_What this task involves_. Return the lines below that carry the word "function".

_Records supplied_.
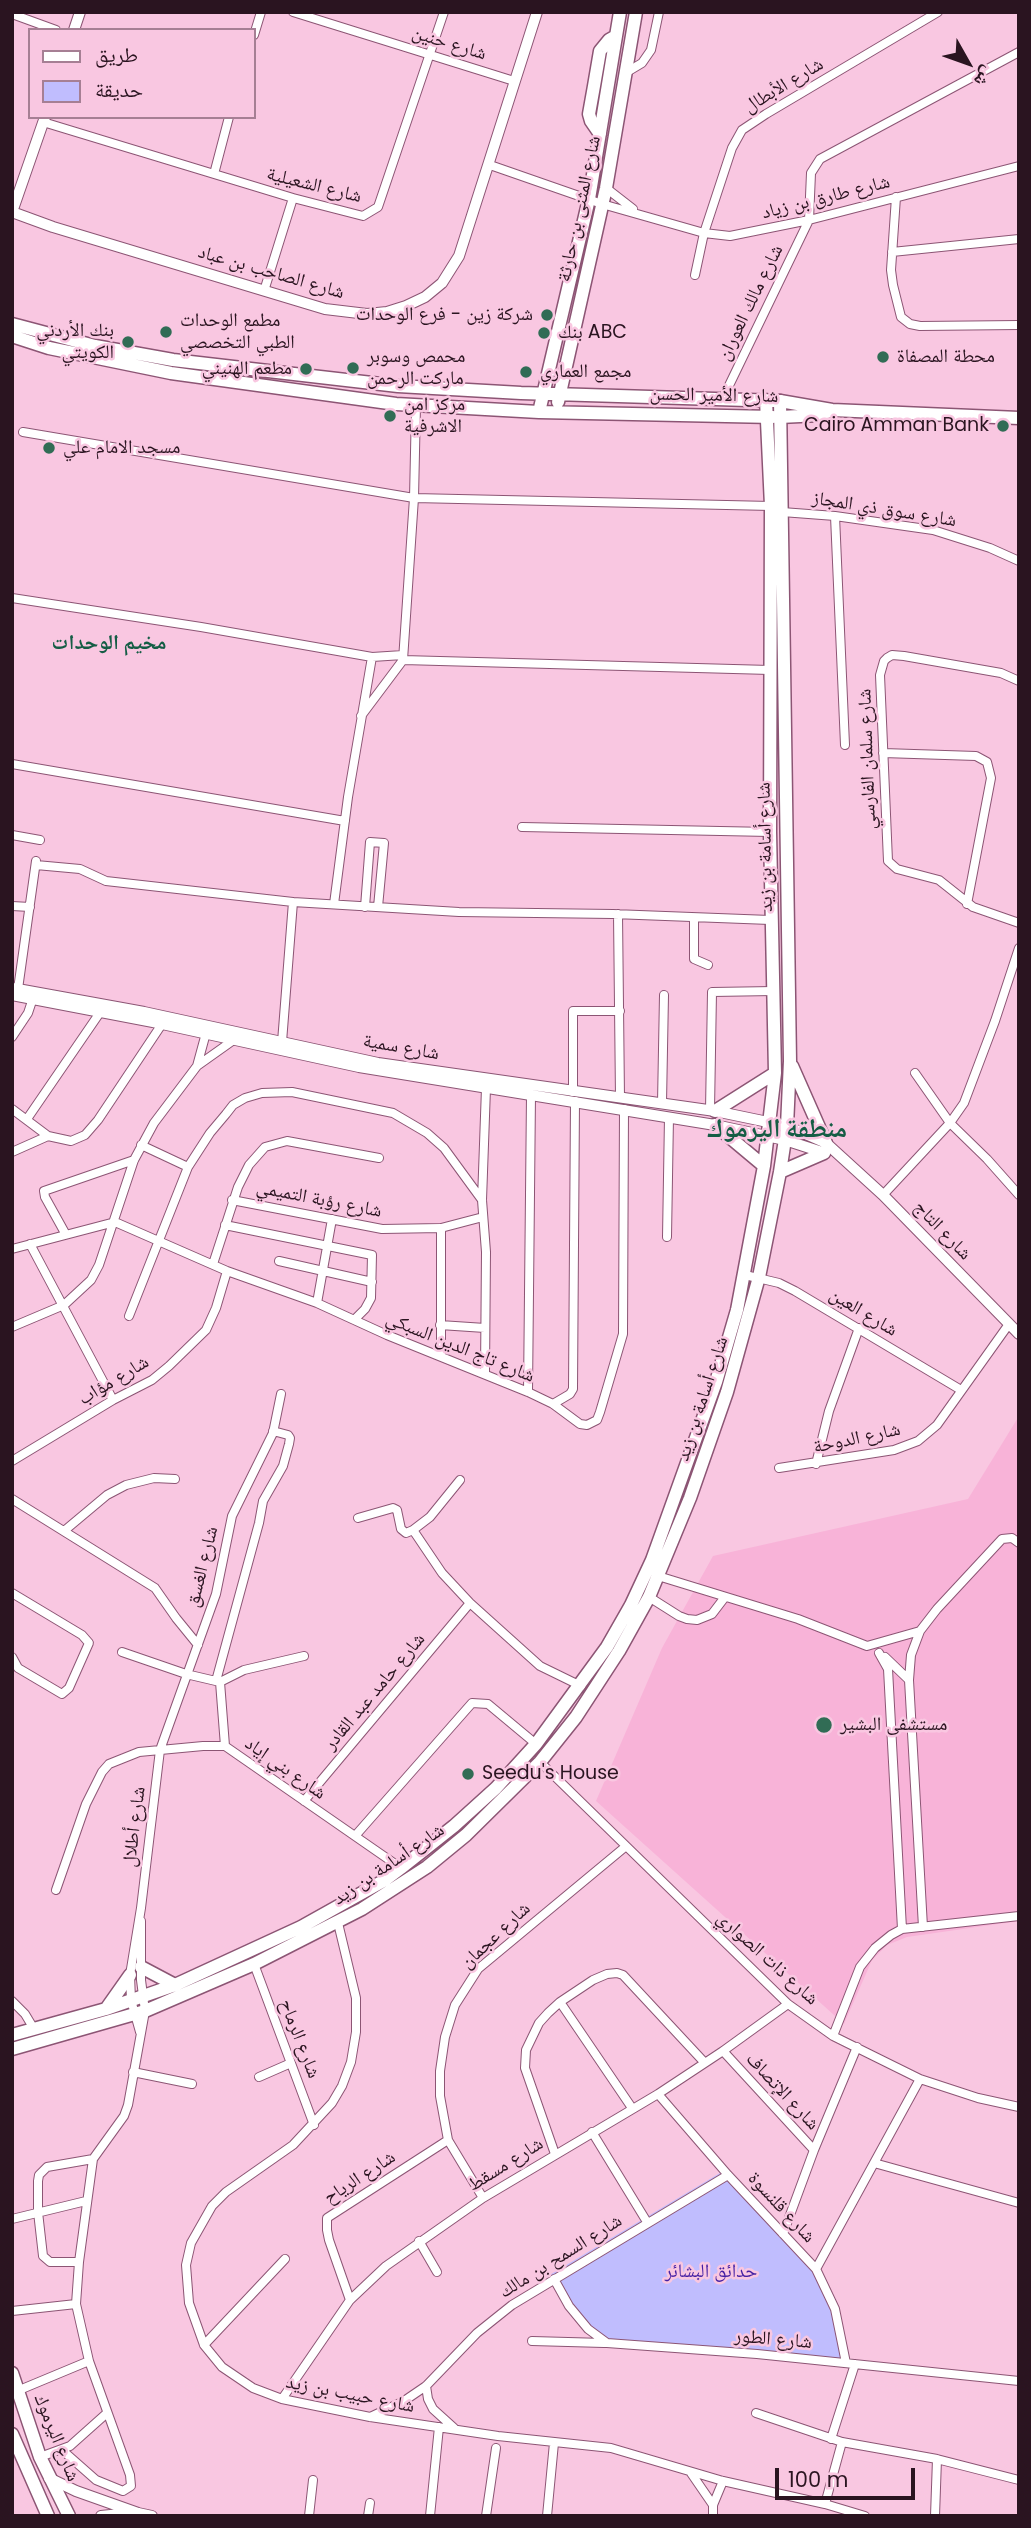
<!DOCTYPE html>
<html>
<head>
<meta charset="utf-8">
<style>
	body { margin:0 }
	#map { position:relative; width:1031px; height:2528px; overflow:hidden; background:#f9c7e1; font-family:Poppins,"Noto Naskh Arabic",sans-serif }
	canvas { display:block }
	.frame { position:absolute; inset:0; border:14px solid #2a1420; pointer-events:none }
	.legend { position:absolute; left:28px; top:28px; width:228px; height:91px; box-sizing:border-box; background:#f9c7e1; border:2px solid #a67f94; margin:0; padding:9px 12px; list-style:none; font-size:21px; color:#2a1420 }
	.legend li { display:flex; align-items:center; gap:14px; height:35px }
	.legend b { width:35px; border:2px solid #a67f94 }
	.north { position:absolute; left:933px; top:28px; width:70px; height:70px; -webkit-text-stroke:5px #f9c7e1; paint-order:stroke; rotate:130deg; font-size:19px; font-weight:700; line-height:28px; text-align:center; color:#2a1420 }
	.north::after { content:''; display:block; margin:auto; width:24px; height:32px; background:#2a1420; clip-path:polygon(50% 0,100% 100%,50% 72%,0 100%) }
	.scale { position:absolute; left:775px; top:2468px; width:140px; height:32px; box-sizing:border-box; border:4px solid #2a1420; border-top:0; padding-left:9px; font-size:21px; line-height:24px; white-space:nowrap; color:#2a1420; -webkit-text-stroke:5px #f9c7e1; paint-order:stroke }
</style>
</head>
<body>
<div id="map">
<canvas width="1031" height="2528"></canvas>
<div class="frame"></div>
<ul class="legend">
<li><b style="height:9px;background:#fff"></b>طريق</li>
<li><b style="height:19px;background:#c0bdfe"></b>حديقة</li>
</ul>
<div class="north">ش</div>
<div class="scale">100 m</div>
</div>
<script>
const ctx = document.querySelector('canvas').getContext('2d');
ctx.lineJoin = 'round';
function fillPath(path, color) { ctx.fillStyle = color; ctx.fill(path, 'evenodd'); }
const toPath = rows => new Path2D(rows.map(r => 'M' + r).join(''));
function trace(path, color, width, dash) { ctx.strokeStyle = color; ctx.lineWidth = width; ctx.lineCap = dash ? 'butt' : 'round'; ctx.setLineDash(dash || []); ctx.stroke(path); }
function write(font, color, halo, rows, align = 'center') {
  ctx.font = font + ' Poppins,"Noto Naskh Arabic",sans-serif'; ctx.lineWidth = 5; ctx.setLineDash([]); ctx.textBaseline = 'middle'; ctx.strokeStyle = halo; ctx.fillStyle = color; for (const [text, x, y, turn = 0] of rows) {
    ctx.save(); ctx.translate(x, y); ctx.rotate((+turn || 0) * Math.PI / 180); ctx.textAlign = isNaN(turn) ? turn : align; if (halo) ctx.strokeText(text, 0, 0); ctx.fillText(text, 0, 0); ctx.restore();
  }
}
fillPath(toPath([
	[1019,1416,1019,1921,907,1937,887,1945,872,1960,844,2024,596,1801,662,1648,713,1556,968,1499]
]), '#f8b3d8');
fillPath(toPath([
	[725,2170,782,2232,813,2272,833,2313,849,2362,605,2341,575,2315,548,2276]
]), '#c0bdfe');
const minor = toPath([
	[293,12,514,81],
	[12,14,56,30],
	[254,35,261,12],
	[627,72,642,63,651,50,659,12],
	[43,122,293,198,363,216,378,207,444,12],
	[490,165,602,204,704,233,730,236,809,220,1019,166],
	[214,174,229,117],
	[606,188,633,209],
	[896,197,891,270,893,285,901,317,910,324,920,326,1019,325],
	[892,252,1019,239],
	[695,275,704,233,732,148,742,130,766,114,938,12],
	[264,291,293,198],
	[722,400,809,220,811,173,820,159,1019,52],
	[23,432,414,498,771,506],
	[782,512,835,516,933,530,990,548,1019,561],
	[835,516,845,745],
	[12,598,201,627,372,657,403,655],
	[403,660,770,670],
	[1019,681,1001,673,904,656,892,655,887,658,884,661,880,675,888,861,897,869,939,880,973,907,1019,923],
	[361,716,403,660,414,498,416,406],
	[883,753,976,756,987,762,991,778,967,904],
	[12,764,345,821],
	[522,827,770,832],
	[12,835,40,840],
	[36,865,80,869,106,881,293,902],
	[334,904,348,797,372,657],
	[12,906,30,907],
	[365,907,370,842,384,843,378,907],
	[618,914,620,1098],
	[694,918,694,959,708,965],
	[18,989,36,861],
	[12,1037,28,1013,33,998],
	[282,1042,293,902,459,912,613,914,770,920],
	[197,1066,206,1033],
	[915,1073,950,1123,987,1159,1019,1195],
	[573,1092,573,1011,620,1011],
	[662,1103,664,995],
	[12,1109,48,1136],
	[710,1110,712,992,774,991],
	[27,1119,101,1011],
	[141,1145,188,1167],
	[12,1152,48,1136,71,1141,85,1135,98,1120,162,1024],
	[883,1195,950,1123,964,1103,995,1021,1019,948],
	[232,1200,382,1229,441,1228,483,1217],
	[225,1225,372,1255,371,1298,365,1309,354,1320],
	[441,1228,441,1356],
	[65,1233,45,1197,44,1191,134,1160],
	[667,1237,669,1117],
	[30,1244,113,1400],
	[12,1249,115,1222,227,1271,317,1303,387,1335,528,1392,553,1404,580,1424,587,1425,597,1420,600,1412,623,1334,624,1109],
	[279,1261,372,1282],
	[213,1264,238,1187,249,1165,265,1147,287,1141,379,1158],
	[745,1275,779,1283,795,1291,961,1390],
	[317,1303,332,1219],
	[129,1316,188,1167,210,1133,226,1114,233,1105,245,1098,262,1093,292,1092,393,1113,427,1133,444,1148,482,1200],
	[440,1325,485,1328],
	[12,1327,64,1305,91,1280,99,1265,134,1160,154,1123,197,1066,235,1039],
	[485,1373,486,1252,482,1200,486,1088],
	[528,1392,531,1095],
	[553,1404,570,1394,573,1389,575,1101],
	[12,1461,113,1400,152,1380,169,1366,206,1330,216,1308,227,1271],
	[816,1464,829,1411,859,1328],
	[779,1468,894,1450,918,1441,937,1425,1009,1324],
	[12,1499,155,1588,176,1618,198,1645],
	[358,1518,393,1508,397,1510,401,1529,406,1533,413,1530,430,1517,460,1480],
	[413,1530,442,1573,470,1603,540,1666,581,1686],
	[64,1531,107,1495,126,1485,154,1478,175,1479],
	[658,1576,798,1619,867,1646,920,1631,937,1609,1002,1539,1012,1538,1019,1543],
	[12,1593,82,1635,89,1643,69,1688,62,1694,18,1668,12,1657],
	[649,1597,679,1616,687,1619,697,1620,712,1614,725,1597],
	[122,1652,186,1674,220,1682],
	[879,1653,888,1669,902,1929],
	[885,1657,909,1680,911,1655,920,1631],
	[909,1680,923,1927],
	[216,1681,259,1523,263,1501,283,1466,289,1444,290,1438,288,1435,273,1431],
	[225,1746,220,1682,244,1670,304,1656],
	[540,1762,788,2004,833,2036,920,2079,978,2098,1019,2107],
	[304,1801,470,1603],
	[355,1836,472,1703,488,1704,536,1744],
	[56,1890,86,1804,102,1772,109,1764,139,1752,203,1746,225,1746,401,1868],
	[338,1923,356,1998,356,2032,351,2062,342,2086,332,2103,293,2145,226,2192,212,2206,191,2243,186,2265,189,2303,204,2345,222,2367,253,2388,282,2399,370,2417,498,2436,611,2448,723,2481,825,2504,865,2516],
	[254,1964,314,2125],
	[12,2001,25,2014,34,2029],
	[560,2002,632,2108],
	[140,2032,131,2000,130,1975,141,1908,160,1750,216,1594,232,1516,273,1433,281,1394],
	[833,2036,860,1967,875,1948,891,1935,902,1929,1019,1916],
	[723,2051,814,2150,783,2234],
	[133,2072,192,2084],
	[259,2077,291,2063],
	[658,2094,728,2175,816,2269,835,2309,846,2363],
	[592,2132,647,2222],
	[814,2150,857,2047],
	[555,2154,525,2068,526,2050,539,2023,548,2013,560,2002,593,1980,607,1974,617,1973,623,1975,704,2062],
	[874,2163,1019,2203],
	[483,2198,448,2140,440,2096,440,2071,445,2037,455,2005,478,1969,625,1847],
	[12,2219,86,2201],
	[419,2241,437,2272],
	[79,2262,50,2262,43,2256,38,2212,38,2181,39,2175,47,2167,93,2159],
	[816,2269,920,2079],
	[554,2279,569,2306,588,2329,607,2343,757,2354,1019,2381],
	[350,2300,329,2240,327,2230,327,2218,448,2140],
	[12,2311,76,2304],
	[532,2341,604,2343],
	[204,2345,285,2259],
	[426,2386,428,2399,433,2409,454,2428],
	[17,2391,89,2361,76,2304,79,2262,93,2159,124,2116,128,2105,145,2011,141,1980,141,1921],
	[282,2399,350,2300,386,2266,483,2198,658,2094,723,2051,788,2004],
	[756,2413,842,2442,937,2459,1019,2480],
	[370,2417,404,2401,426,2386,477,2333,512,2305,728,2175],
	[831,2439,855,2364],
	[62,2450,96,2480,123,2491,131,2486,130,2475,89,2361],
	[40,2457,70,2446,107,2413],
	[691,2473,713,2505],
	[825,2504,842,2442],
	[309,2516,313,2480],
	[368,2516,370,2503],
	[430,2516,439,2427],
	[486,2516,496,2448],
	[547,2516,554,2443],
	[713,2516,713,2505,723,2481],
	[935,2516,937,2459]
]);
const tertiary = toPath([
	[74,30,80,12],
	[12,212,53,227,325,309,367,314,387,312,406,306,425,297,442,283,459,256,537,12],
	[12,212,45,117],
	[12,988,144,1012,378,1063,715,1111,787,1126,826,1143,883,1195,1019,1334],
	[12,995,153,1022,359,1067,715,1125,785,1140,825,1153],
	[49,2478,76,2491,138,2513,152,2516],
	[101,2516,130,2513]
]);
const primary = toPath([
	[780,401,832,410,1019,418],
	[780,417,820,415,832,410]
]);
const trunk = toPath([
	[600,134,591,121,589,114,594,86,600,51,609,40,616,36],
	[12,324,95,346,173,360,398,386,521,393,780,401,790,1061,787,1126,780,1172,759,1277,727,1392,690,1498,649,1597,619,1651,576,1717,540,1762,466,1835,427,1867,362,1909,254,1964,145,2011,12,2049],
	[12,336,49,348,171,373,396,404,539,412,773,417],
	[558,402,606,188,636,12],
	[539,412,589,199,620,12],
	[792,1066,826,1143],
	[715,1111,775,1073],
	[715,1125,764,1166],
	[780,1172,824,1153],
	[141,1967,175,1985],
	[106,2009,130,1975],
	[12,2035,106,2009,175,1985,301,1927,385,1880,401,1868,454,1826,496,1788,536,1744,607,1647,631,1605,652,1560,716,1382,737,1310,764,1166,775,1073,770,832,771,506,766,400],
	[12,2373,40,2457,69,2516],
	[12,2434,48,2516]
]);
trace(minor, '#8c5574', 10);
trace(tertiary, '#8c5574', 12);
trace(primary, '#8c5574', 15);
trace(trunk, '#8c5574', 15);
trace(minor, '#fff', 8);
trace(tertiary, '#fff', 10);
trace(primary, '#fff', 12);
trace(trunk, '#fff', 12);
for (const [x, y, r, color] of [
	[547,315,7,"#316c55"],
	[166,332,7,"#316c55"],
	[544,333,7,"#316c55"],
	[128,342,7,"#316c55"],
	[883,357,7,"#316c55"],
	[353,368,7,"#316c55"],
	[306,369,7,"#316c55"],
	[526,372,7,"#316c55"],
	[390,416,7,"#316c55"],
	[1003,426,7,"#316c55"],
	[49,448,7,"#316c55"],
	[824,1725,9,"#316c55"],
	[468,1774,7,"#316c55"]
]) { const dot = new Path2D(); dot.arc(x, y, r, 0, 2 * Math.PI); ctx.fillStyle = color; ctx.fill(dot); trace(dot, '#f9c7e1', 2.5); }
write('19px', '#2a1420', '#f9c7e1', [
	["شارع حنين",449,44,17],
	["شارع الأبطال",784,86,-31],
	["شارع الشعيلية",314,186,14],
	["شارع طارق بن زياد",826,198,-14],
	["شارع المثنى بن حارثة",580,209,-78],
	["شارع الصاحب بن عباد",271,273,16],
	["شارع مالك العوران",751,303,-64],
	["شارع الأمير الحسن",714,396,1],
	["شارع سوق ذي المجاز",884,510,9],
	["شارع سلمان الفارسي",868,759,-92],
	["شارع أسامة بن زيد",766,847,-91],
	["شارع سمية",401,1048,10],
	["شارع رؤبة التميمي",319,1200,11],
	["شارع التاج",942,1231,46],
	["شارع العين",863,1313,31],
	["شارع تاج الدين السبكي",460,1348,22],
	["شارع مؤاب",114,1381,-31],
	["شارع أسامة بن زيد",703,1399,-72],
	["شارع الدوحة",857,1439,-12],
	["شارع الغسق",203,1567,-76],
	["شارع حامد عبد القادر",375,1692,-50],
	["شارع بني إياد",285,1769,35],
	["شارع أطلال",135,1827,-83],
	["شارع أسامة بن زيد",389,1865,-34],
	["شارع عجمان",496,1936,-43],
	["شارع ذات الصواري",767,1959,42],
	["شارع الرماح",299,2039,69],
	["شارع الإتصاف",782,2092,47],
	["شارع مسقط",506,2165,-32],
	["شارع الرياح",360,2178,-33],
	["شارع قلنسوة",781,2208,47],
	["شارع السمح بن مالك",561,2257,-32],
	["شارع الطور",773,2340,5],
	["شارع حبيب بن زيد",350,2395,11],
	["شارع اليرموك",56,2438,68]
]);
write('19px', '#2a1420', '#f9c7e1', [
	["شركة زين - فرع الوحدات",533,315,"right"],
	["مطمع الوحدات",180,321],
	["الطبي التخصصي",180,343],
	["بنك الأردني",114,331,"right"],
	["الكويتي",114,353,"right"],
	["بنك ABC",558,333],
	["محمص وسوبر",367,357],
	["ماركت الرحمن",367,379],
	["محطة المصفاة",897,357],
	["مطعم الهنيني",292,369,"right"],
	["مجمع العماري",540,372],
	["مركز امن",404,405],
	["الاشرفية",404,427],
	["Cairo Amman Bank",989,426,"right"],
	["مسجد الامام علي",63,448],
	["مستشفى البشير",840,1725],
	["Seedu's House",482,1774]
], 'left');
write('19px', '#441fa3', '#f9c7e1', [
	["حدائق البشائر",711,2272]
]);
write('bold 21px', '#155d45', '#f9c7e1', [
	["مخيم الوحدات",109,644]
]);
write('bold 26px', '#155d45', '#f9c7e1', [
	["منطقة اليرموك",777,1130]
]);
</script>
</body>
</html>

_Reply to the exercise_.
function fillPath(path, color) { ctx.fillStyle = color; ctx.fill(path, 'evenodd'); }
function trace(path, color, width, dash) { ctx.strokeStyle = color; ctx.lineWidth = width; ctx.lineCap = dash ? 'butt' : 'round'; ctx.setLineDash(dash || []); ctx.stroke(path); }
function write(font, color, halo, rows, align = 'center') {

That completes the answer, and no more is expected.